* What the exercise asks *
Which lines below mention "space"? Pick each one out.

[Records provided Boundary: Start]

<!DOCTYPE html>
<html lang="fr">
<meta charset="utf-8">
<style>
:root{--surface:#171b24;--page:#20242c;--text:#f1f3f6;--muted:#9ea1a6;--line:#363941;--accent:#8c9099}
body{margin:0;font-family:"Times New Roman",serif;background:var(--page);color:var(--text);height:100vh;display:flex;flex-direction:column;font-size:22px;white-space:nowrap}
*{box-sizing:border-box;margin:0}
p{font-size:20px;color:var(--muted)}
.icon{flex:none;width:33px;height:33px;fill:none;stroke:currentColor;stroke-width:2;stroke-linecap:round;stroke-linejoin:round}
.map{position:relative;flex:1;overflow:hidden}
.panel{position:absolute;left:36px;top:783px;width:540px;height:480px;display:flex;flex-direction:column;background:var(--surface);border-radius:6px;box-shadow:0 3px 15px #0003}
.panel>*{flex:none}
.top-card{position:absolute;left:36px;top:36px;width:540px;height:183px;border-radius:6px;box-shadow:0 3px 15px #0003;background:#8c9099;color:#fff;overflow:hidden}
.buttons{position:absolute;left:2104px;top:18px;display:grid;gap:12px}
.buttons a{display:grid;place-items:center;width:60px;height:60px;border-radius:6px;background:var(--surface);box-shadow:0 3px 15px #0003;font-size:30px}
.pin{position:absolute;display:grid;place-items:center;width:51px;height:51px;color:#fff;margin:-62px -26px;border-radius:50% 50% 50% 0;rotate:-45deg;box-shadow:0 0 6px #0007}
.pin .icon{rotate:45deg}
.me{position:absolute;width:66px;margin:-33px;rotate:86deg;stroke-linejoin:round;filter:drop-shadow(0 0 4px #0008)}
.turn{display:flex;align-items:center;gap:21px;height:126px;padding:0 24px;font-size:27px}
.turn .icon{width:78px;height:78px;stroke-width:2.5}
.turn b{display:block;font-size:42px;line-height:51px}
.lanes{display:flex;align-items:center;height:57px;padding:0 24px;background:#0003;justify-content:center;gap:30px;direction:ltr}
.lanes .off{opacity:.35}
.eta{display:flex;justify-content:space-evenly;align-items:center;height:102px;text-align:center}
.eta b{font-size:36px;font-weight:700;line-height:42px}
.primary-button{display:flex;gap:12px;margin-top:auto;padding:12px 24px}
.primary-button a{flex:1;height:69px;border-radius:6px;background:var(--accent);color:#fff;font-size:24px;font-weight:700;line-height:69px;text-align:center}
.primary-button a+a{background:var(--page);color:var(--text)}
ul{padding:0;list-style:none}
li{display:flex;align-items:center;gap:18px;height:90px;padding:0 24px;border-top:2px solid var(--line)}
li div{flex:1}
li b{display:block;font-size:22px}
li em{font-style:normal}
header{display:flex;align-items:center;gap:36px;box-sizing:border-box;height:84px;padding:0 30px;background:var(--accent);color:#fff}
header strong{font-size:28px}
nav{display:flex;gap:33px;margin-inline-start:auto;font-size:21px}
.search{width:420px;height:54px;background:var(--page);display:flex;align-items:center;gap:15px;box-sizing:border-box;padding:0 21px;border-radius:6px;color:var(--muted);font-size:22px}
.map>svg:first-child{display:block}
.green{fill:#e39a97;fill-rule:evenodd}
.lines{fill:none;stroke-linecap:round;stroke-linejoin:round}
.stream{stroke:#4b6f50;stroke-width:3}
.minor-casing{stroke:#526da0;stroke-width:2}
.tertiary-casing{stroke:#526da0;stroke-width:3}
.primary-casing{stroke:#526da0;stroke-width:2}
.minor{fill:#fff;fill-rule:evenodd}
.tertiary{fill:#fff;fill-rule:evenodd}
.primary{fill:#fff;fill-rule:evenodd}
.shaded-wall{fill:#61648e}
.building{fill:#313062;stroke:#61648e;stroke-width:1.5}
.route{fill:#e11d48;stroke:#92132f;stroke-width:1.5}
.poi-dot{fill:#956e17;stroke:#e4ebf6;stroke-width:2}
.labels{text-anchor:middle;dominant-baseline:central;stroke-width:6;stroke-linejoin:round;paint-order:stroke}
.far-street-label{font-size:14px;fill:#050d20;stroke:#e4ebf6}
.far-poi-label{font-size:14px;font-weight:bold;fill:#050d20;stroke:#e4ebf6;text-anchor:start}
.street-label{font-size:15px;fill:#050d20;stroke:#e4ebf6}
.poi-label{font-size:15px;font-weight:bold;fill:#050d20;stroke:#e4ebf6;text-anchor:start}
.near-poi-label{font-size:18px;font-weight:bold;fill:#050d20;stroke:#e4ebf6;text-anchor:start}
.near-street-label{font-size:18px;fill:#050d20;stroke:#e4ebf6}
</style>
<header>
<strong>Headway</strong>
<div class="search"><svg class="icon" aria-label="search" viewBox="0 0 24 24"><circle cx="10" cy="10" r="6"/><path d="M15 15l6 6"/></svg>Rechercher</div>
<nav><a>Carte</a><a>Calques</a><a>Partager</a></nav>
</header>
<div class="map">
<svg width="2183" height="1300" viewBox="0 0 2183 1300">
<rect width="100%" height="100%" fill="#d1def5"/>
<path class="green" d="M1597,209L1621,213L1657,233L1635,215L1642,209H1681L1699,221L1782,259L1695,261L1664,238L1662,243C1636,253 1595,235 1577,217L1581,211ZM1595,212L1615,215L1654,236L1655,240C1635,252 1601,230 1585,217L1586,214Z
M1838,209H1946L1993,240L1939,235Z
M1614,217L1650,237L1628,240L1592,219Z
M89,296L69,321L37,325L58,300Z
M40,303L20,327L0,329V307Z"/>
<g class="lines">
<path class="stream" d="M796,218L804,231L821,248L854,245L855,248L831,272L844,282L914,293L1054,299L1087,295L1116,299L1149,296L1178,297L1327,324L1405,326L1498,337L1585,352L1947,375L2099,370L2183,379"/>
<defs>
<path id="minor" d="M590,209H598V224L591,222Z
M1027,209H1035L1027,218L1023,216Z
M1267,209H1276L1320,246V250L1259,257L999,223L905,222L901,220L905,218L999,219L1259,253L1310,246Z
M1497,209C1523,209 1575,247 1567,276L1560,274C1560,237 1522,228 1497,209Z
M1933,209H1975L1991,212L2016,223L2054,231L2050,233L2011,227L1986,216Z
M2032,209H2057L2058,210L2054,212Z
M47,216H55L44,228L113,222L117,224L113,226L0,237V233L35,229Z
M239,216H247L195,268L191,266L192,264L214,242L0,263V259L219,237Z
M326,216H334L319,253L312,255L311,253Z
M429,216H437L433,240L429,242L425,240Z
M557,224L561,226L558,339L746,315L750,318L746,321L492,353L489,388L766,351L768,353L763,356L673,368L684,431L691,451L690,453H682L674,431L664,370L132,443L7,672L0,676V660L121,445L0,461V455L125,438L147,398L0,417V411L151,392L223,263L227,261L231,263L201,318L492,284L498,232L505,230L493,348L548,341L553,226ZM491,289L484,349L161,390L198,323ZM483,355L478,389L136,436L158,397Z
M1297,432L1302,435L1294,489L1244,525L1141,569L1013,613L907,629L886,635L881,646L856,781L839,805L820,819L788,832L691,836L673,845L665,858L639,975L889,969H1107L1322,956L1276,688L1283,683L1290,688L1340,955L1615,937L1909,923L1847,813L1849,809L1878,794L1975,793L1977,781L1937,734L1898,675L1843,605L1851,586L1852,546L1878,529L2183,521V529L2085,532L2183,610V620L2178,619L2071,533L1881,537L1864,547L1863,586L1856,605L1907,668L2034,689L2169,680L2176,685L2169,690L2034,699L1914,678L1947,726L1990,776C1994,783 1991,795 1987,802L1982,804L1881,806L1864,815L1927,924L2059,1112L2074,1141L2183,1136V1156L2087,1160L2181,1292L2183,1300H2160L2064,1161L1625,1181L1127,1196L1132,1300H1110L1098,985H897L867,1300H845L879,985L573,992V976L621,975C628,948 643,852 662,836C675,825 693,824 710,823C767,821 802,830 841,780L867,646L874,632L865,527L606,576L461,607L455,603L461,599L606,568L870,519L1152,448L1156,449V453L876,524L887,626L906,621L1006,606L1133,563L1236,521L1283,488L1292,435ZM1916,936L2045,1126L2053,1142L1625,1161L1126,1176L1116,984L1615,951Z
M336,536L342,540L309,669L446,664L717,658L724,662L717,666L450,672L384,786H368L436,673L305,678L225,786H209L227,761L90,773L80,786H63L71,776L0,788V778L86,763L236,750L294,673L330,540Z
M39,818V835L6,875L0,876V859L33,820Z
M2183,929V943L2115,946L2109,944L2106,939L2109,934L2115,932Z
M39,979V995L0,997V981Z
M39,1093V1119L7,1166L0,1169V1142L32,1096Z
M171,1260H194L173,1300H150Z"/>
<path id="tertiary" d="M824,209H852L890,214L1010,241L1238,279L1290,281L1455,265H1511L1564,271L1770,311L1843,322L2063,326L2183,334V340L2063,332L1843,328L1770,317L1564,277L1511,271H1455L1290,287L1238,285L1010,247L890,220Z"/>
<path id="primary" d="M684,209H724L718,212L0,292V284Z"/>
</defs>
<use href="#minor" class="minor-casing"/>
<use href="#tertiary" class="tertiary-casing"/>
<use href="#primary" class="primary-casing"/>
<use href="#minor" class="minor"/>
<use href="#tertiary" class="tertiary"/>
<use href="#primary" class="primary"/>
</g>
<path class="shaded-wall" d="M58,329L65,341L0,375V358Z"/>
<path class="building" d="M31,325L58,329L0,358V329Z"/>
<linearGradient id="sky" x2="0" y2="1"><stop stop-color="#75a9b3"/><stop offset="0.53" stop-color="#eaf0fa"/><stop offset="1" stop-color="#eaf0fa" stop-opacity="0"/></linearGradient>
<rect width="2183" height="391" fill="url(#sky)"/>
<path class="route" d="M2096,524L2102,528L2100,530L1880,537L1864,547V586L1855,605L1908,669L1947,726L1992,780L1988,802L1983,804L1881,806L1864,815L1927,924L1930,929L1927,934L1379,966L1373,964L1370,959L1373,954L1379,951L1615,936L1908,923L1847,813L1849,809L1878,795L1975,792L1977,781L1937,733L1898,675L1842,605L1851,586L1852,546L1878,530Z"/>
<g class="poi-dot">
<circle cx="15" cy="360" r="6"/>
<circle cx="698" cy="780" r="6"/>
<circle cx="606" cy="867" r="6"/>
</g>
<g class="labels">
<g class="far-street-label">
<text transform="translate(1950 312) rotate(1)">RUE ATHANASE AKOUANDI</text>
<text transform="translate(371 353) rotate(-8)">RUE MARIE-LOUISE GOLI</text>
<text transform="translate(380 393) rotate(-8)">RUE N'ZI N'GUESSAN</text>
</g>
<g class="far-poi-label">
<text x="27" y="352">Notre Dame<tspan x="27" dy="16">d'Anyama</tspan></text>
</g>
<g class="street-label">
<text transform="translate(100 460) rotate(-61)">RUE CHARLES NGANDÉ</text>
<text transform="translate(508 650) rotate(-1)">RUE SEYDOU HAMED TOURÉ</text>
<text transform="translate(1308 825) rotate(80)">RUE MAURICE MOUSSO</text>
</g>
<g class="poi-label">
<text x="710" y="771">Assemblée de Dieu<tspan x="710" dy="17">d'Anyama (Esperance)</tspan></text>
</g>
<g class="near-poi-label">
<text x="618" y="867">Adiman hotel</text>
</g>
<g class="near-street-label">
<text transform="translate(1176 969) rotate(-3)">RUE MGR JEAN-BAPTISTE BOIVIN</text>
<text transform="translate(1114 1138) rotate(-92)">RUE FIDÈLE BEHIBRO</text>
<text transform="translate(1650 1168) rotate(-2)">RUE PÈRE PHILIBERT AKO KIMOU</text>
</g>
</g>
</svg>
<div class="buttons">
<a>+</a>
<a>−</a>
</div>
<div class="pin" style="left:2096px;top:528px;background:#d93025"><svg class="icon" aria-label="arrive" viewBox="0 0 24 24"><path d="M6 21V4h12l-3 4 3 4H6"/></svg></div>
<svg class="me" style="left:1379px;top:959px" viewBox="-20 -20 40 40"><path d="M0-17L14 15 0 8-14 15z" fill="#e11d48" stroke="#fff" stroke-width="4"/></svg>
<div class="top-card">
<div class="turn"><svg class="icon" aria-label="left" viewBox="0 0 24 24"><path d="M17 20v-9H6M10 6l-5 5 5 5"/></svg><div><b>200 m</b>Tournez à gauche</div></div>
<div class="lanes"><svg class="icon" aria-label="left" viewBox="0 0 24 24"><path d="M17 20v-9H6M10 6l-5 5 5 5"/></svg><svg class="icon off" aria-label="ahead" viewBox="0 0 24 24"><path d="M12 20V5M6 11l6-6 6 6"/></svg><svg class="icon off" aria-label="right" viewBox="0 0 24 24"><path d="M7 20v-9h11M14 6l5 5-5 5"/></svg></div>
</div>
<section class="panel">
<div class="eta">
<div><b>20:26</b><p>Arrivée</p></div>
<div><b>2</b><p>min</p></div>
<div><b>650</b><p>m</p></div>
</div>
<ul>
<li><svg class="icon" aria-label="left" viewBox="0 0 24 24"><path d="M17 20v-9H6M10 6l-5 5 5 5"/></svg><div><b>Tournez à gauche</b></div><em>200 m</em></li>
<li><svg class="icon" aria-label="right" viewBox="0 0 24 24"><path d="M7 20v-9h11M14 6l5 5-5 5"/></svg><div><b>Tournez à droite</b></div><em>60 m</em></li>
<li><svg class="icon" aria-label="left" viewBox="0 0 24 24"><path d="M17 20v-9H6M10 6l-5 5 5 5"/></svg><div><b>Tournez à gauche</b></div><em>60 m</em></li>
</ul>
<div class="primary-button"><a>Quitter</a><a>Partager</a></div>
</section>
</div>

[Records provided Boundary: End]

* Your solution *
body{margin:0;font-family:"Times New Roman",serif;background:var(--page);color:var(--text);height:100vh;display:flex;flex-direction:column;font-size:22px;white-space:nowrap}
.eta{display:flex;justify-content:space-evenly;align-items:center;height:102px;text-align:center}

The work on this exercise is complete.